Romanticizing Jose Rizal in the Pens of the Former NHCP Chair: Not Appealing to the Millennials?

The National Historical Institute was replaced by the National Historical Commission of the Philippines (NHCP) through Republic Act 10086 also known as “Strengthening Peoples’ Nationalism through Philippine History Act” approved on May 12, 2010.

Prof. Ambeth Ocampo was among its former chairpersons who is renown for promoting romanticism over nationalism and post-colonialism discourses.


Undeniably, the Philippine history of today is still focused on the life, works, and style of Rizal---as if nothing more important events that are worthy of academic historical revisionism than before and after Jose Rizal and Josephine Bracken’s romance?


This explains the misled national consciousness of romanticism over pre-colonialism, during colonialism, and post-colonialism towards lasting peace, inclusive growth, and sustainable development.


The Filipinos were and are being conditioned to forget more important historical questions especially the whys and the hows, and instead focusing---on chronology answering the questions of who, when, where, what questions---and making history a boring subject in schools, and historiography unpalatable.

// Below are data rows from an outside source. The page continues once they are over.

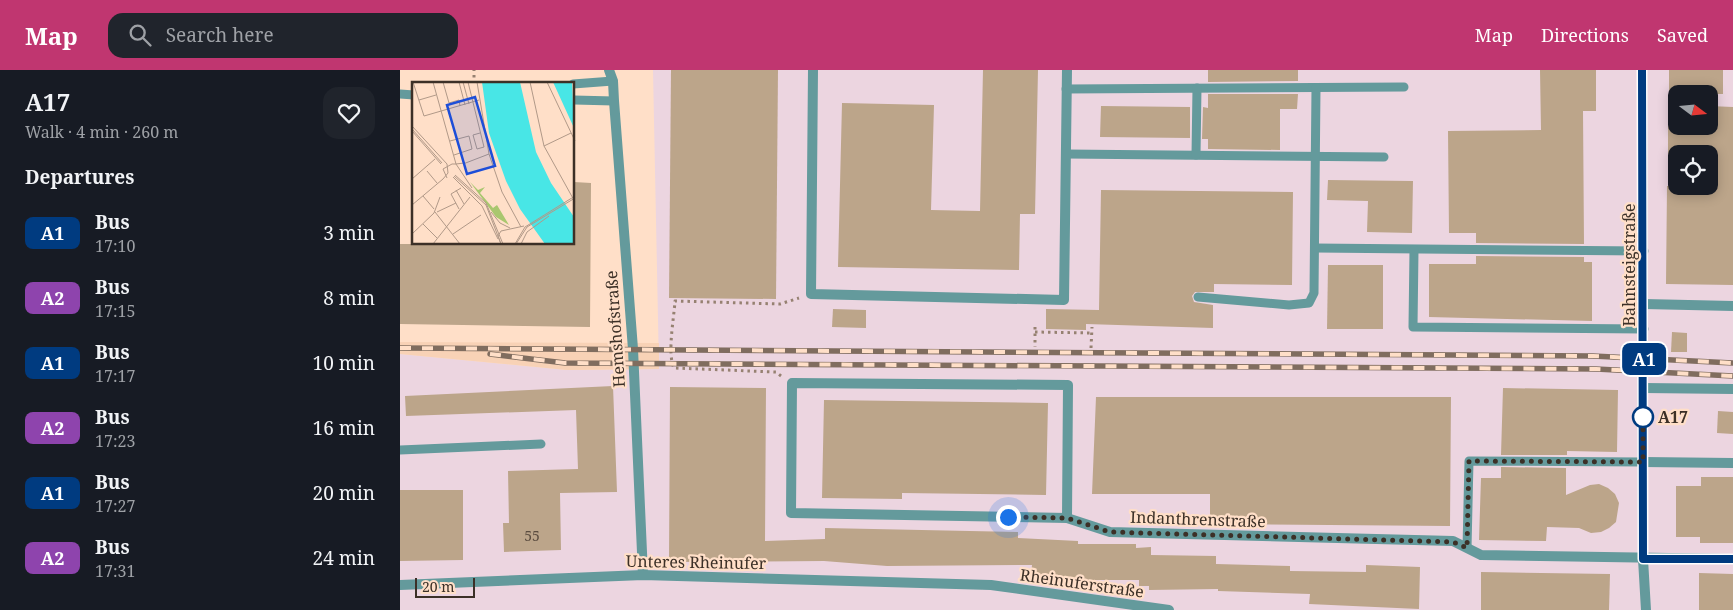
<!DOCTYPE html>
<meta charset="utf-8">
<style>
body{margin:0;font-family:"Noto Serif",serif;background:#20242c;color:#f1f3f6;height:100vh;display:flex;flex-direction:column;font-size:19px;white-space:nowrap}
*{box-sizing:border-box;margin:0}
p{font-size:16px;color:#9ea1a6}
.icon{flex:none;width:28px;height:28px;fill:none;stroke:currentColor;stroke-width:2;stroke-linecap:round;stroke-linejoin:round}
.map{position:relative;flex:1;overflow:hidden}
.sheet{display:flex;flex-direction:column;background:#171b24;width:400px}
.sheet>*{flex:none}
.badge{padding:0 10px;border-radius:8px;font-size:18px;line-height:32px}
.needle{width:32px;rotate:106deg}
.tools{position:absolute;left:1268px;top:15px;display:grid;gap:10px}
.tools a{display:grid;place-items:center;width:50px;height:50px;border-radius:10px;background:#171b24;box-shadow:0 2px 12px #0003;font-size:25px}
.scale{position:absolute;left:15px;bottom:12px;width:60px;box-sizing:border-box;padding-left:5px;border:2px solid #3c3027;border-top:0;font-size:14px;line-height:18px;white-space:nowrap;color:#3c3027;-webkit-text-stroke:4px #ffdfc8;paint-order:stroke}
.you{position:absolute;width:25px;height:25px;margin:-12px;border:4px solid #fff;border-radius:50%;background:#1a73e8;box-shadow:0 0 0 8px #1a73e833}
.map>.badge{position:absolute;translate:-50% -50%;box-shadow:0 0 0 2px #fff}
h2{padding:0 25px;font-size:19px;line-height:45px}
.round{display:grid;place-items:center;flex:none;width:52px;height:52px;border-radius:15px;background:#20242c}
.head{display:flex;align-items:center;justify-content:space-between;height:85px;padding:0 25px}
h1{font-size:24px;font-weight:700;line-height:38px}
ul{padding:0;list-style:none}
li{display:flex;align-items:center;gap:15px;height:65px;padding:0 25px}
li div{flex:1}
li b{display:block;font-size:19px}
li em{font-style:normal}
li .badge{min-width:55px;font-weight:700;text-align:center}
header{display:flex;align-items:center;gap:30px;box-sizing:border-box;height:70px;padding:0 25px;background:#c03670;color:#fff}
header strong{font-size:24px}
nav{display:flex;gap:28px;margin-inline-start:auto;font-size:18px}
.search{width:350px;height:45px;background:#20242c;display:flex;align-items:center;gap:12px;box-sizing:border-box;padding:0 18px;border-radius:15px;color:#9ea1a6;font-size:19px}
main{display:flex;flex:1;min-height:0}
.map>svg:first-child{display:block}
.industrial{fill:#ecd5e0;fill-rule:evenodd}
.built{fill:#f8d2b6}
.building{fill:#bca58a}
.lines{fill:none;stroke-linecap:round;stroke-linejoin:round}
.path{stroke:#968171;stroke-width:3;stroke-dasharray:2.5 4;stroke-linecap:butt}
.service{stroke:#649a9c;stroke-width:9}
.minor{stroke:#649a9c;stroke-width:10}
.rail-casing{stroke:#806d5f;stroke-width:5.5}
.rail{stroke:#ffdfc8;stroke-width:4;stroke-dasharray:11;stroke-linecap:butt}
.line-casing{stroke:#fff;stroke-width:11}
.line{stroke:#003b80;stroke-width:8}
.walk{stroke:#3c3027;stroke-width:5;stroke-dasharray:0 9}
.stop-dot{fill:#fff;stroke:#003b80;stroke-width:2.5}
.labels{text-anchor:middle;stroke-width:4.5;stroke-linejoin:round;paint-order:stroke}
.number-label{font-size:14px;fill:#5c4d40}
.street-label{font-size:16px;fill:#3c3027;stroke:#ffdfc8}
.stop-label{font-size:16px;font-weight:bold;fill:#3c3027;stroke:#ffdfc8;text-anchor:start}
.inset-road{fill:none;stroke:#b19988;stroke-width:1}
.view{fill:#1d4ed8;fill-opacity:0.15;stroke:#1d4ed8;stroke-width:2.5}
.inset-edge{fill:none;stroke:#3c3027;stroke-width:2.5}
</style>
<header>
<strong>Map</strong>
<div class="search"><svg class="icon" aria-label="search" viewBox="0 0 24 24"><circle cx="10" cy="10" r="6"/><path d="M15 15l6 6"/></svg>Search here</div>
<nav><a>Map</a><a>Directions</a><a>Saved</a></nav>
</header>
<main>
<section class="sheet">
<div class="head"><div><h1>A17</h1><p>Walk · 4 min · 260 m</p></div><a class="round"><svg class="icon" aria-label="heart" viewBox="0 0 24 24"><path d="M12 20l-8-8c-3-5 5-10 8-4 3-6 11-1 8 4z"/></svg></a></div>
<h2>Departures</h2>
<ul>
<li><span class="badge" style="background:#003b80;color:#fff">A1</span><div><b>Bus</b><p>17:10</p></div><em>3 min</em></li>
<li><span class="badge" style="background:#8e44ad;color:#fff">A2</span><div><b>Bus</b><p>17:15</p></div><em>8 min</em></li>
<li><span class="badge" style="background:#003b80;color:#fff">A1</span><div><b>Bus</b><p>17:17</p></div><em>10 min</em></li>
<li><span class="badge" style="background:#8e44ad;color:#fff">A2</span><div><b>Bus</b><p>17:23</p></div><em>16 min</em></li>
<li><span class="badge" style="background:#003b80;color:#fff">A1</span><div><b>Bus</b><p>17:27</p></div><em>20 min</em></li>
<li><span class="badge" style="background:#8e44ad;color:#fff">A2</span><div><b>Bus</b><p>17:31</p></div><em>24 min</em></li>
</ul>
</section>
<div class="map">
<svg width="1333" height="540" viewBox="0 0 1333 540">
<rect width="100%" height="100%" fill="#ffdfc8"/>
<path class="industrial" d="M253,0h1080v540h-1333v-256l167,16 92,-1zM1276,24h33v32h-33zM1276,84h33v32h-33z"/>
<path class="built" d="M0,272l259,1v26l-92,1 -167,-16z"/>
<g class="building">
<path d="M271,0h107l-2,229 -107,-1z"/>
<path d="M583,0h55l-3,144h-15l-1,56 -181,-3 4,-164 92,2 -3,105 49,1z"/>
<path d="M808,0h90v11l-90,1z"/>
<path d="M1140,0h56v41h-13l1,133 -108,-1v-10h-27l-1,-102 93,-1z"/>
<rect x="1269" y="0" width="54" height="24"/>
<path d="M808,24h90l-1,15h-17v41l-72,-1v-10h-6l1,-32 5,1z"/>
<path d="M701,36l89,1v31l-90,-1z"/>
<path d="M1309,36l24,1v178l-67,-1 1,-98h42v-32h-41v-28h41z"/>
<path d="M928,110l85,1 -1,52 -45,-1 1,-31 -41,-1z"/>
<path d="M174,112l17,1 -1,144 -190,-3v-80h174z"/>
<path d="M701,120l192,2 -1,93 -78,-1v8h-19l-3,4 2,6 19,3v23l-127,-4v6l-40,-1v-20l53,1z"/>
<path d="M1076,186l108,1v5h8v59l-163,-4v-53h47z"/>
<path d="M928,195h55v64h-56z"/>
<path d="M433,239l33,1v18l-34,-1z"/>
<path d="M1272,262l15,1v19h-16z"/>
<path d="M213,316l4,106 -57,1 1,57 -57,2 -1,-29h6l-1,-52 70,-2 -2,-59 -170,6 -1,-20z"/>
<path d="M270,317l96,1 -1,153 60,-2v-11l193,4v6l60,3v3h58v4l15,-1v8l65,1v8l74,2v5l76,1v-7l54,2 -1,42 -110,-5 1,-10 -92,-3v-2l-69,1v-4h-10v-6h-55l-53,-4 1,-11 -145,1 -63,-5 -155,1z"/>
<path d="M1103,318l115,2 -1,62 -50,-1v4h-66z"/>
<path d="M696,327h355l-1,129 -240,-2v-30h-118z"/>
<path d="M424,330l224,3 -2,92 -144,-2v6l-80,-1z"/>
<path d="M1318,341l15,1v22l-16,-1z"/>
<path d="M1101,397l65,1v27l24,-10 9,-1 9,4 7,6 4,9 -3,19 -7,6 -8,4 -10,1 -12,-5 -32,-1 -1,14 -67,-1 2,-62h20z"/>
<path d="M1301,407h32v66h-33v-6h-24v-51h25z"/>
<path d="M0,420h63v70l-63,1z"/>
<path d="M1081,502l129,2 -1,36h-128z"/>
<path d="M1299,503l34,1v36h-34z"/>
</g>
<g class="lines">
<g class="path">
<path d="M74,14v-14"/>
<path d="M635,257v20"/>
<path d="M635,262l56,1"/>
<path d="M691,278l1,-21"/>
<path d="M381,306l-5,-4 -102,-4c-7,-14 0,-50 1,-67l105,3 19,-6"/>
</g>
<g class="service">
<path d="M173,14l40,-3"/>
<path d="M666,19l338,-2"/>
<path d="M0,24l14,1"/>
<path d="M174,30l40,1"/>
<path d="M666,84l318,3"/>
<path d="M796,85l1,-67"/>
<path d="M915,178l329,3"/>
<path d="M1014,180l-1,77 231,2"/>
<path d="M798,227l91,8 20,-2 5,-10 2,-205"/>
<path d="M0,380l141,-6"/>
<path d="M1067,478l2,-87 174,1"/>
</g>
<g class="minor">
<path d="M209,0l4,11 1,20 19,248 10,226"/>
<path d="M413,0l-2,224 253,6 3,-230"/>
<path d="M1242,0l1,489 3,51"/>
<path d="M1244,234l89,2"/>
<path d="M1244,318l89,1"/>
<path d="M1243,392l90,1"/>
<path d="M667,448l1,-133 -276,-2 -1,130 276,5 43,14 343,9 28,14 252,4"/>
<path d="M0,515l243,-10 348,10 178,25"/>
</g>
<defs>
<g id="rail">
<path d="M0,278l1193,8 140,7"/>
<path d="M90,284l75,9 1031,6 137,7"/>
</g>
</defs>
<use href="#rail" class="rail-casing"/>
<use href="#rail" class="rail"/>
</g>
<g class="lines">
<defs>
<path id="line" d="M1242,0l1,489h90"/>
</defs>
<use href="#line" class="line-casing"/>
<use href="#line" class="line"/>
<path class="walk" d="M608,447l59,1 43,14 343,10 14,6 2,-87 174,1v-45"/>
</g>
<circle class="stop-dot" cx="1243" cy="347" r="10"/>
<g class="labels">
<g class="number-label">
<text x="132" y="471">55</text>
</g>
<g class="street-label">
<text transform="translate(1229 195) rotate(-90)" y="6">Bahnsteigstraße</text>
<text transform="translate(215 259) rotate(-94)" y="6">Hemshofstraße</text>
<text transform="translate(798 449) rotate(2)" y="6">Indanthrenstraße</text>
<text transform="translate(296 492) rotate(1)" y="6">Unteres Rheinufer</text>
<text transform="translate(682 513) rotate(8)" y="6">Rheinuferstraße</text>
</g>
<g class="stop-label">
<text x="1258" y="353">A17</text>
</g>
</g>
<g transform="translate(12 12)">
<rect width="162" height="162" fill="#ffdfc8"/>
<path d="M58,100l8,8 7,-3 -5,6 13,15 4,-3 12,20 -13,-8z" fill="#a9c76f"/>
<path d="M70,0h38l16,70 15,31 23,34v27h-29l-25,-35 -14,-28 -17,-48zM141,0h19l2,46z" fill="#48e6e6"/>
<path class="inset-road" d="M1,0l11,34 55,-16M21,0l23,82 8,-1M31,0l6,21 10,-3 1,6M47,0l6,23M51,0l6,22M56,0l16,65 -7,2 -4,-14 7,-2M65,0l12,72 13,38 19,35M118,0l14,64 31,56M135,0l28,59M7,18l17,-5M0,44l35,38 1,9 -5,6M0,47l30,34M0,49l29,33M38,59l19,-5 3,13 -18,6M132,64l27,-13M40,82h4l16,24M51,82l26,-10M15,89l10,12M43,93l31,28 17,41M42,94l32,29 15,39M41,95l29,29 16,33M35,96l-4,-9 9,-5M0,97l23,-20M44,108l8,14M11,114l11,13M0,123l31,-26M47,127l-8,-15 10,-6M23,130l25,32M25,130l19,-9M79,130l9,11 10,5M11,142l14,14M0,152l22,-21 6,-16M41,152l28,-19M21,162l37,-47M89,162l-3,-8 3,-5 23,-5M103,162l10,-17 50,-31M104,162l11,-17 48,-29M109,162l6,-12 22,-16"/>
<path class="view" d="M63,15l20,69 -28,8 -20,-69z"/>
<rect width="162" height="162" class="inset-edge"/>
</g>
</svg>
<div class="tools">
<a><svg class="needle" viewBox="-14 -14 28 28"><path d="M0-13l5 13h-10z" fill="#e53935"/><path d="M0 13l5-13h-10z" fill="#9ea1a6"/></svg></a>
<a><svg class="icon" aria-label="locate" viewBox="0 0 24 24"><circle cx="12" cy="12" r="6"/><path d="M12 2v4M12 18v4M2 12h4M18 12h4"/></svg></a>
</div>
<div class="scale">20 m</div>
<div class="you" style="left:608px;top:447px"></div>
<b class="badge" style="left:1244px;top:289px;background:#003b80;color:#fff">A1</b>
</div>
</main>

No wonder, Jose Rizal was the United States’ conveniently sponsored hero for the Filipinos. This further explains why as a nation-state, it took this country more than 70 years reckoned from July 4, 1946 to declare a truly independent Philippine foreign policy in the context of the 1987 Philippine Constitution's Art. 2 sec. 7.


Thanks indeed to people’s president Duterte for his "high-octane power politics" in optimizing post-colonialism, postmodernism, and poststructuralism stance tempered with “historical injustices” leading to the truest liberation of Filipino people from colonialism and imperialism.

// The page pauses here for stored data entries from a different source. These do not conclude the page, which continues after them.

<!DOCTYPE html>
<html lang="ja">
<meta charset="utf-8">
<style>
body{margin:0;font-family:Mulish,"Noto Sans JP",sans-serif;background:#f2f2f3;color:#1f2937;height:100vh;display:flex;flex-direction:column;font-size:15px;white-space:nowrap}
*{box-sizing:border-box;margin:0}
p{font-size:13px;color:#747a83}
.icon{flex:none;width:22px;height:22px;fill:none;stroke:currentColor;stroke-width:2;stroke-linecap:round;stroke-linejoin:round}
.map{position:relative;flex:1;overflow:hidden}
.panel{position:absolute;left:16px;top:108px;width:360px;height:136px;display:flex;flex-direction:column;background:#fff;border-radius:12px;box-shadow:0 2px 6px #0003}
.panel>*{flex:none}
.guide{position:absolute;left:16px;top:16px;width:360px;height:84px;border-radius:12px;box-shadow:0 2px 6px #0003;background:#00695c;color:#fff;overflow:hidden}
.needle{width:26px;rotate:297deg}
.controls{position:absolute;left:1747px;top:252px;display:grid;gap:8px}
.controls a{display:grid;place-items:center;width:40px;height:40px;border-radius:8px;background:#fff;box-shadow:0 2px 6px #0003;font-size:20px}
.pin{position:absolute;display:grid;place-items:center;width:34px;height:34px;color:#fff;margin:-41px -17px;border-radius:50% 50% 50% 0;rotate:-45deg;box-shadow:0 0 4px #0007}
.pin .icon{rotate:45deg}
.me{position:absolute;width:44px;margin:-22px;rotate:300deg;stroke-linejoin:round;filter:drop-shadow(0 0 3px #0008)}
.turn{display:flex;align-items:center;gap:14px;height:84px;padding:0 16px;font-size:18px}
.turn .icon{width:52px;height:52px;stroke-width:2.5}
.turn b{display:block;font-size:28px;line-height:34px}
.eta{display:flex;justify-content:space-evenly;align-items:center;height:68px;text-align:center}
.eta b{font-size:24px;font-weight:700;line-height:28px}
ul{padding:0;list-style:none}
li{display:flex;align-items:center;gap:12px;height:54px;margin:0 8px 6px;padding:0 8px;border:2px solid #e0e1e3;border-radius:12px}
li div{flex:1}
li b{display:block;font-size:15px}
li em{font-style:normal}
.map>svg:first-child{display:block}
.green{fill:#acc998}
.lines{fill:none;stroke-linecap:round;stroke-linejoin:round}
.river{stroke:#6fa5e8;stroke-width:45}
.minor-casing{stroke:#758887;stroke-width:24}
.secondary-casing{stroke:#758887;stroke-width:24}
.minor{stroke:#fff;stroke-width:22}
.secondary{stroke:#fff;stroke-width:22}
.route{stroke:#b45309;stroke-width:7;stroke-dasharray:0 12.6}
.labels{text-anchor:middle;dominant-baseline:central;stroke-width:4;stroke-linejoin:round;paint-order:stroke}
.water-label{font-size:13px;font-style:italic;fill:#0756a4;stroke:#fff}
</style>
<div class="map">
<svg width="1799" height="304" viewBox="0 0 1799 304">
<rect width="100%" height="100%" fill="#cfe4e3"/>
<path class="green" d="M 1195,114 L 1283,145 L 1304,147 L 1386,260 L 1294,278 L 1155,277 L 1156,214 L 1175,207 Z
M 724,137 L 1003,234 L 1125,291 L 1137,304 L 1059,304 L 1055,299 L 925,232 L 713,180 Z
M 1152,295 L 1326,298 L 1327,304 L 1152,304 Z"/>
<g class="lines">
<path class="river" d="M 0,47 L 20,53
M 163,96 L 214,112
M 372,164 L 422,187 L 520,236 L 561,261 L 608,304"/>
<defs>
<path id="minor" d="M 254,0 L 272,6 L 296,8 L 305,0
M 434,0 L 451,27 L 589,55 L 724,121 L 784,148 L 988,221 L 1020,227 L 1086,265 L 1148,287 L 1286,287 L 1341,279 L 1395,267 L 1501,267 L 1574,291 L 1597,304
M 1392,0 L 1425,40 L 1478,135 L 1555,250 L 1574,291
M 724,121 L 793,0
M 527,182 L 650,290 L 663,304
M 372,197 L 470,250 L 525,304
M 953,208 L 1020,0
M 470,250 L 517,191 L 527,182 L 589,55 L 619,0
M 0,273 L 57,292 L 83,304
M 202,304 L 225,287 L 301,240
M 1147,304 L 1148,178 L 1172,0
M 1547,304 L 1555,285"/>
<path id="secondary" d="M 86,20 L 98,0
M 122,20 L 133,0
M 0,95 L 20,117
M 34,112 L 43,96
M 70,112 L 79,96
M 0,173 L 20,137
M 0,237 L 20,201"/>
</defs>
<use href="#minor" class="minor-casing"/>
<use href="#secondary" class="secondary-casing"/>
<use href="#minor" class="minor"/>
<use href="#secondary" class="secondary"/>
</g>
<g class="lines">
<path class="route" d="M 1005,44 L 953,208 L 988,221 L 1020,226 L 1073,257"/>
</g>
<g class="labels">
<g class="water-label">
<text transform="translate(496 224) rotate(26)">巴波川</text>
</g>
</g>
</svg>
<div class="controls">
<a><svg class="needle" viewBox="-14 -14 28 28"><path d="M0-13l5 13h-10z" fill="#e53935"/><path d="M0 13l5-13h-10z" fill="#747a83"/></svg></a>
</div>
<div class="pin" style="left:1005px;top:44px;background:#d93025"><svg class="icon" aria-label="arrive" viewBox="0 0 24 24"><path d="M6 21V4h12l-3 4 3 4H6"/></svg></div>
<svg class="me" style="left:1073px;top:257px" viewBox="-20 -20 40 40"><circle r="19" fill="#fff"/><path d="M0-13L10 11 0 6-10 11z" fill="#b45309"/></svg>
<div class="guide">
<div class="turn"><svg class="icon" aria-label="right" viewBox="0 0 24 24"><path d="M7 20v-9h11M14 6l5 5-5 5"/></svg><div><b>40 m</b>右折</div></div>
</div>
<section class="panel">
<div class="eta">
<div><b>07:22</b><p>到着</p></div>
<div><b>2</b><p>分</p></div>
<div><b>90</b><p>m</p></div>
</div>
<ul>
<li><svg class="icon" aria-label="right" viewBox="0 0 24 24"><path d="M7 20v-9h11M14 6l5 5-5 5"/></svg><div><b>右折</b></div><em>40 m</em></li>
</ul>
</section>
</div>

The Philippine history is dominated by the colonial-minded elites and the Filipino oligarchs who pretended to know everything about the struggle of the masses---much less the state of the Indios, the 
Infieles, and the Moros at the height of the conquest and colonialism of Spain, the misleading manifest destiny and colonialism of United States of America, the Asian pro-prosperity sphere and colonialism of Japan, and the Filipino oligarchs’ politicking and camouflaging their sponsored land-grabbing system.


Shifting from unitary to federal form of government is key.


Federalizing Philippine history will also help resolve the colonially inspired “historical injustices” by the imperial Manila-centric history of further dividing the people for their vested interests---manifested by the misleading “historical revisionism” by another former chairperson of the NHCP, Prof. Ma. Serena Diokno.